This site is intended for health professionals only


Beware of the GP contract you wished for

So here we are in the post-coital glow of a new contract that, for once, hasn’t screwed us, if that’s not a contradiction in terms. And yet, there’s that uncomfortable feeling, isn’t there? A feeling that says, somewhere amid a contract that feels so benign, there must be something neoplastic.

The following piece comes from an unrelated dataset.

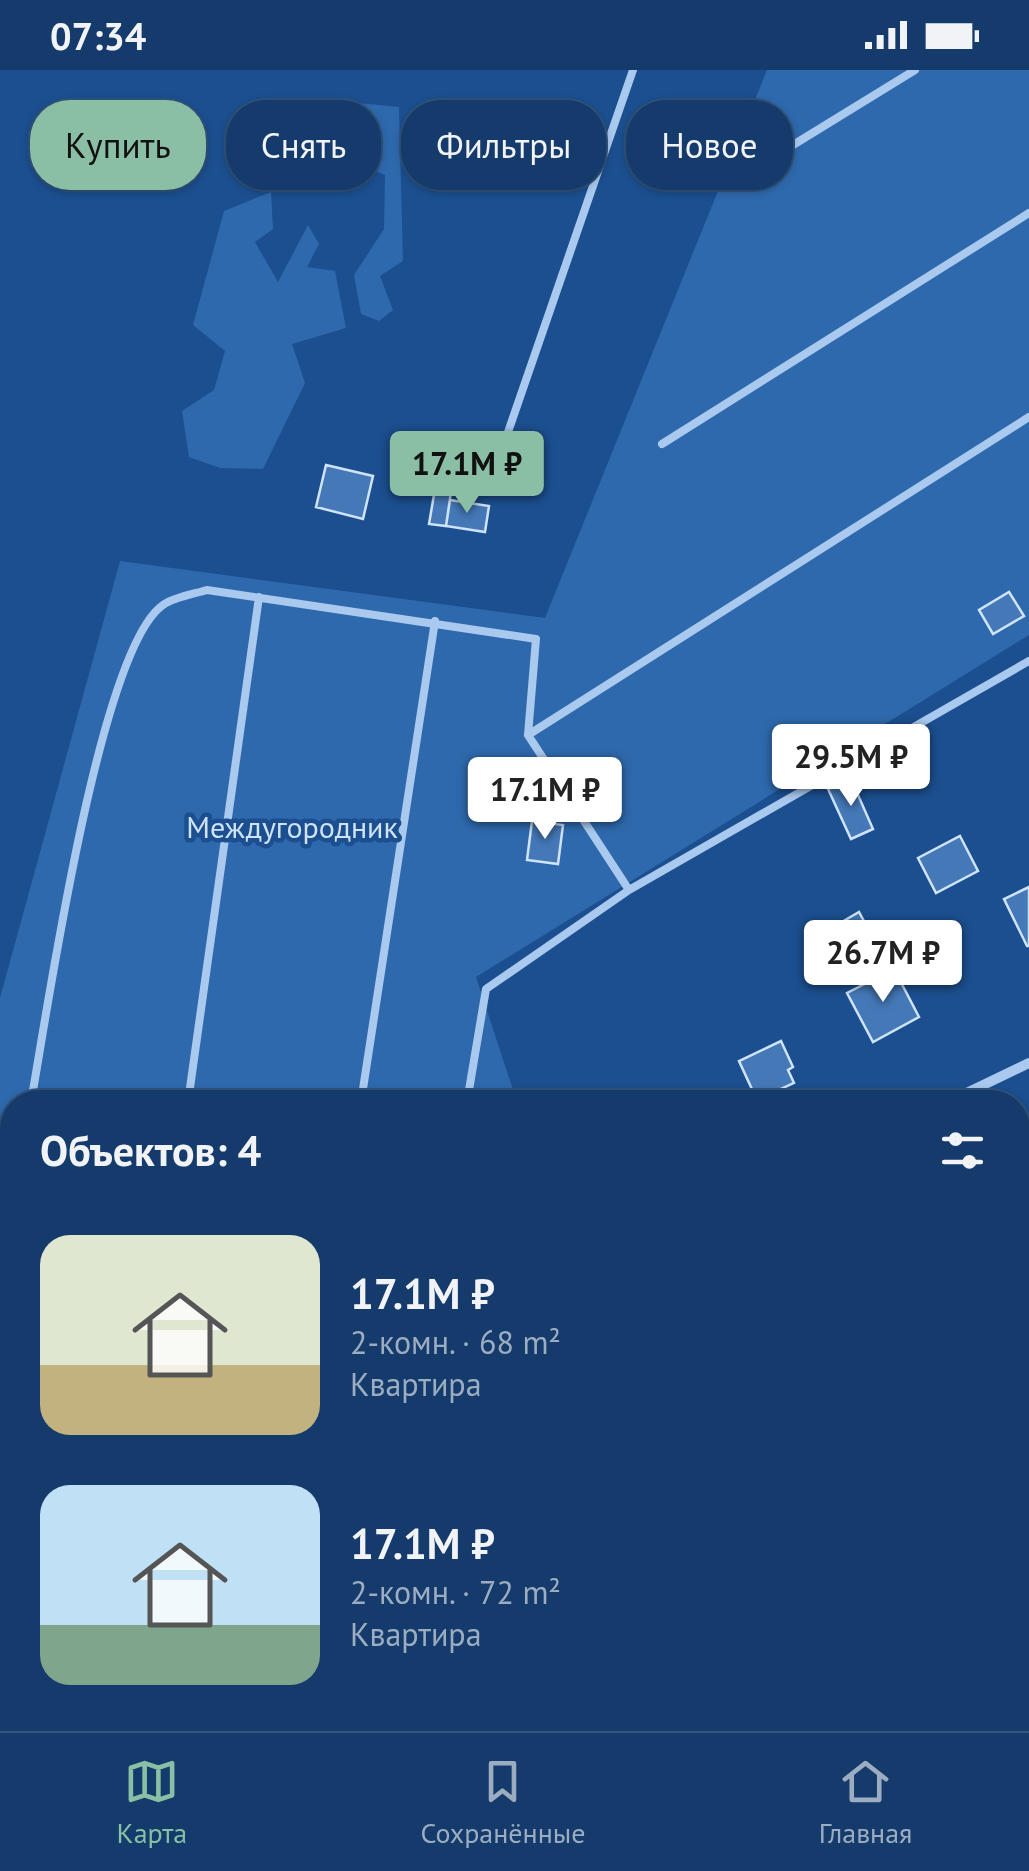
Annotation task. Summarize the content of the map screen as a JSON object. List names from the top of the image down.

Especially in the vexed area of the Avoiding Unplanned Admissions (AUA) DES. This proved to be a bureaucratic, bean-counting, ball-aching nightmare which demonstrated only what we knew already, specifically that a) We can’t avoid unplanned admissions and b) Writing care plans involves  a lot of planning but very little caring. Having this replaced with what amounts to an Avoiding Unwanted DESs DES sounds too good to be true.

So maybe it is. A quick look through the explanatory blurb sets some alarm bells ringing. Instead of the AUA DES, we’ll be obliged contractually to ‘…focus on the management of patients with severe frailty’. On the one hand, we’re told we can apply our own clinical judgement while, on the other, we’ll have to use an ‘appropriate tool’ to identify these patients. We’re told, too, that it’s bureaucracy-free, yet we will have to code various onion-layers of category and intervention annually, such as level of frailty and fall-overability. And we’re told that data will be extracted automatically, not for performance management but, ‘To understand the nature of the interventions made’, a statement which is vague and meaningless and therefore worrying – particularly given that it’s hard to imagine what these data could be used for other than applying thumbscrews.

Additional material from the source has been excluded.